▸ Records for processing

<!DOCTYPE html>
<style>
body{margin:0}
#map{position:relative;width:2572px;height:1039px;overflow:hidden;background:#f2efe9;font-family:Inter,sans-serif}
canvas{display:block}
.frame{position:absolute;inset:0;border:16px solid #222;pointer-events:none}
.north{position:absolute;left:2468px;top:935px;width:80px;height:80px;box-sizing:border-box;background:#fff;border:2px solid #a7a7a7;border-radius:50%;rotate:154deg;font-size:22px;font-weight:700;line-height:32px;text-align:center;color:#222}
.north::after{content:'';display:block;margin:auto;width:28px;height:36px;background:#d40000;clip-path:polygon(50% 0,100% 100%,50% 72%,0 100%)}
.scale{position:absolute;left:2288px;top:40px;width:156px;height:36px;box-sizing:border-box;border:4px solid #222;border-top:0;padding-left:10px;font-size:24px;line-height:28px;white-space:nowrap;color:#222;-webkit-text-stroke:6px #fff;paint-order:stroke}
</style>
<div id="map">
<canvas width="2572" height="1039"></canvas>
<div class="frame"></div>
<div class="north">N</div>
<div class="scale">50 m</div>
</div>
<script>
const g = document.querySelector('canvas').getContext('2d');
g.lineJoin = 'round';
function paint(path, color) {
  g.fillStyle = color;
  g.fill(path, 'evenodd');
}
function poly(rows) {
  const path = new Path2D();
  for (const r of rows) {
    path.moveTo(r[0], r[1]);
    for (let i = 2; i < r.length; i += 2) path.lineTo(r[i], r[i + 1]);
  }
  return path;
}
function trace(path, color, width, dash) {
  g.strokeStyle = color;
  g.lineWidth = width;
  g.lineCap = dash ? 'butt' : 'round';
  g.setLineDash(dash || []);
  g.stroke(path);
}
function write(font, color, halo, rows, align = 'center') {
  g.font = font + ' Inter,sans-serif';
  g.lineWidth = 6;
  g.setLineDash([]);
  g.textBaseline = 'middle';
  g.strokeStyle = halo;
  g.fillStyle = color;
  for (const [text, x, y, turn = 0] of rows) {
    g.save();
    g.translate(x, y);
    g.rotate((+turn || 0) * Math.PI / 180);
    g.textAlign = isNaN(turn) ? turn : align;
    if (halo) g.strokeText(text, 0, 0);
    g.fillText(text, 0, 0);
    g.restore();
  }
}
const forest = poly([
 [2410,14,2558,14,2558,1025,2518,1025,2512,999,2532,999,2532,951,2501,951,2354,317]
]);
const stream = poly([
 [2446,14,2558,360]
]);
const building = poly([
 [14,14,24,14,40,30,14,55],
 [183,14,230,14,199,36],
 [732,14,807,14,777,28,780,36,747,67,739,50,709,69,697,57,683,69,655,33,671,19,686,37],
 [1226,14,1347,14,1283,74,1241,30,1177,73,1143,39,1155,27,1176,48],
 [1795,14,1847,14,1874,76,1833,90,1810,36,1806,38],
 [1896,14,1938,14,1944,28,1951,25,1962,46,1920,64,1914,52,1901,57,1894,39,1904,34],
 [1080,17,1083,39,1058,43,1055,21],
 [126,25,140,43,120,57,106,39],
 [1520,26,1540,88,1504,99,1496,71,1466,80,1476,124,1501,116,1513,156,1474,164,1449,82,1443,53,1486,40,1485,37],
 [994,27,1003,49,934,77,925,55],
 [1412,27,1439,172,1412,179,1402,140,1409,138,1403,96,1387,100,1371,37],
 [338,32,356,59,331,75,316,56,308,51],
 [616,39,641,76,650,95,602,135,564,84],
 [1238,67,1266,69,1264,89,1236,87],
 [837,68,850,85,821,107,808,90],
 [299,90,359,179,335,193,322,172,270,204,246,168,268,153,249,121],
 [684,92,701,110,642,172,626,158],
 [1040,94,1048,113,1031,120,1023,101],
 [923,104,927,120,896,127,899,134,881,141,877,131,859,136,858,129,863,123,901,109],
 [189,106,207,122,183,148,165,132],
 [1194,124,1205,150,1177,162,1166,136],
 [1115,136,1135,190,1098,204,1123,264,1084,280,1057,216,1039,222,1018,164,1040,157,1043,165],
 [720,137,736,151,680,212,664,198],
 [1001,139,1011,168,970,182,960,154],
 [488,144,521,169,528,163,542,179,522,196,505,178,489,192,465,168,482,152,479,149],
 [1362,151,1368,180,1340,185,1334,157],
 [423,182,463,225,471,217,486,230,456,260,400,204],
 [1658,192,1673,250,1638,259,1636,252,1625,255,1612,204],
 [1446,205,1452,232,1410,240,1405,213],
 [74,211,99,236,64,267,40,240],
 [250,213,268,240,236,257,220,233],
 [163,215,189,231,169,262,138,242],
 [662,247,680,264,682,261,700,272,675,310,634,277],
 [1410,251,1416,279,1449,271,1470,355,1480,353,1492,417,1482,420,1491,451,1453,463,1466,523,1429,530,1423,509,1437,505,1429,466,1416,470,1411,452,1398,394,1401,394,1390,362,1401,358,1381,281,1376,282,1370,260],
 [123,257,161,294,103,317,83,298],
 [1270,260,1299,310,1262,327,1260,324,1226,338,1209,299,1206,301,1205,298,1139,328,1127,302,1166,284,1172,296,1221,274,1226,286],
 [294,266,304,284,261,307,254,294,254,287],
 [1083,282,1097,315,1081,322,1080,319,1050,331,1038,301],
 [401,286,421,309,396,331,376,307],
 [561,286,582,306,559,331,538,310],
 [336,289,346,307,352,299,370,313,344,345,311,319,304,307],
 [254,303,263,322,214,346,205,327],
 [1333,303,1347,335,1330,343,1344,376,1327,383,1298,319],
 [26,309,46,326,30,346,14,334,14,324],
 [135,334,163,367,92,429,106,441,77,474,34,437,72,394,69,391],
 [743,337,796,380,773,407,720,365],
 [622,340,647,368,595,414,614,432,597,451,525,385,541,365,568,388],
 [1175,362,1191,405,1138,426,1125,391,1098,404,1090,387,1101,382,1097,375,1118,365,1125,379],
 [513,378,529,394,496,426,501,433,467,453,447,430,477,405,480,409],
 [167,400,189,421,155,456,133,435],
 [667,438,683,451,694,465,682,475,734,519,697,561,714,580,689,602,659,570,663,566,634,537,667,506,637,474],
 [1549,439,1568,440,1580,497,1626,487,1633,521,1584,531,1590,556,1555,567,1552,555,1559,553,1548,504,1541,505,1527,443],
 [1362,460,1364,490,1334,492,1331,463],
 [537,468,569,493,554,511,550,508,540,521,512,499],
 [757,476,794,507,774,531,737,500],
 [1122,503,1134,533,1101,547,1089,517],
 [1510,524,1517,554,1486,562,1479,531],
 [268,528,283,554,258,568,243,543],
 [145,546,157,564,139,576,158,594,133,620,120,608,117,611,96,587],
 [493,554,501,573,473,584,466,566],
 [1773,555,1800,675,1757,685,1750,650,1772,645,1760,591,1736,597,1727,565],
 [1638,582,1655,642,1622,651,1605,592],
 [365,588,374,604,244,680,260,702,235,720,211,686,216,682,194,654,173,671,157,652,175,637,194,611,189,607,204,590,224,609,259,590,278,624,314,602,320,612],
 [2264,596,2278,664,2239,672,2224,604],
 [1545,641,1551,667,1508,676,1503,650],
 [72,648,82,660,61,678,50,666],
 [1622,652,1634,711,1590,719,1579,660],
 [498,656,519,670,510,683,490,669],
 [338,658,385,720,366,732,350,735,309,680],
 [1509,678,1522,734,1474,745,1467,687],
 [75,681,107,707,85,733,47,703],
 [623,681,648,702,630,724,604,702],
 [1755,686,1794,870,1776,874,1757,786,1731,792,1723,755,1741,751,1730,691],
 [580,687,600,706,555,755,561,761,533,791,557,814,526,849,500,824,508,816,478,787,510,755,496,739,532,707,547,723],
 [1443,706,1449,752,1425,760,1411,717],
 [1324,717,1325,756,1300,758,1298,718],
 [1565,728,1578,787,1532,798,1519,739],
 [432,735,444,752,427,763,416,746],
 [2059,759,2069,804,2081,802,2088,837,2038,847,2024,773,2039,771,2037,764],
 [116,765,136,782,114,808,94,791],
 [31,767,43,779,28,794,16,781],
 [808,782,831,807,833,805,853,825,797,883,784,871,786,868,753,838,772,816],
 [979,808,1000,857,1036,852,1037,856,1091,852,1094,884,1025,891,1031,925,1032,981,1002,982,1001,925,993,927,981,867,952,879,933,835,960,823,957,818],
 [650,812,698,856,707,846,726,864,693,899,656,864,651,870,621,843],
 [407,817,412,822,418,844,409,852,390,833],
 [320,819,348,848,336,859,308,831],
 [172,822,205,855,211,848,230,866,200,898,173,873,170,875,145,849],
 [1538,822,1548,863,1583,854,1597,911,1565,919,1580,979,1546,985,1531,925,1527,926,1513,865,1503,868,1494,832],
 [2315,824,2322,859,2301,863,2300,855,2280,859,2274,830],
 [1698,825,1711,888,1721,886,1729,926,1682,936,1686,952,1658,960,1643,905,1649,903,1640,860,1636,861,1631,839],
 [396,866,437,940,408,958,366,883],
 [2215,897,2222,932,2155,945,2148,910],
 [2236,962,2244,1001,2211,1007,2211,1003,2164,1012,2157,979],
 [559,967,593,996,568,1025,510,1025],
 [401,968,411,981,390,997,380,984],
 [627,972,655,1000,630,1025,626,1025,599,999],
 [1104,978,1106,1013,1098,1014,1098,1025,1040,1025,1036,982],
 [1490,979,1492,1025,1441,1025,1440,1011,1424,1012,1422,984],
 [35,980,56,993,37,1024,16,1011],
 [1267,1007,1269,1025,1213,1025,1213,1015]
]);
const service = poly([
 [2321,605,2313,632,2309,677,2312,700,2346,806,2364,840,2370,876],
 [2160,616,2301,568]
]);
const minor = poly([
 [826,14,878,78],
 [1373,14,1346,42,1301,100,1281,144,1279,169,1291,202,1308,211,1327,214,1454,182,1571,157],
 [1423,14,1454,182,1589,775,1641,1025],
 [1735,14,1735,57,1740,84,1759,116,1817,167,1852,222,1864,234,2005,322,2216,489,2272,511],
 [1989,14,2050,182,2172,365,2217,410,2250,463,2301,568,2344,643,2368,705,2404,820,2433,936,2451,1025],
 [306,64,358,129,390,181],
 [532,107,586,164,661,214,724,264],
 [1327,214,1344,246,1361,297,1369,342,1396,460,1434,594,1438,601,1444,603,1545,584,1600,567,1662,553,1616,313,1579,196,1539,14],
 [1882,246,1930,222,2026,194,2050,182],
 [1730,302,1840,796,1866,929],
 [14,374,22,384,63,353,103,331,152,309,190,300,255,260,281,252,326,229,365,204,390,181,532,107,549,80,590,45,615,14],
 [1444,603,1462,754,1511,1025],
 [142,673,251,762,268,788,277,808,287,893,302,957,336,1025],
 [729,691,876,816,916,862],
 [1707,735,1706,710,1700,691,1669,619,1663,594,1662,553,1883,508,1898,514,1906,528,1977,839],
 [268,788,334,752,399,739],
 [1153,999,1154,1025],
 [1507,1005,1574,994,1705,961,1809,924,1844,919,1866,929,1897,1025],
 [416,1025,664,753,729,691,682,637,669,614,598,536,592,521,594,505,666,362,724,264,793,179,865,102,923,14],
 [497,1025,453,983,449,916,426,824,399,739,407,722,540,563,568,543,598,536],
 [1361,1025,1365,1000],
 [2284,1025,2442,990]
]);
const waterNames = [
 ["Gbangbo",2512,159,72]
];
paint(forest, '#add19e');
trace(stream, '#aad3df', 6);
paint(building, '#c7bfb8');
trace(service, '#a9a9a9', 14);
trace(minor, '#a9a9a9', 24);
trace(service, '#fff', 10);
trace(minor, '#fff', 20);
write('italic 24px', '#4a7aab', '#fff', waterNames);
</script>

▸ Work required
Whenever the string "function" shows up in a line of the records, that line counts; state how many lines count, and only that.

▸ Written reply
4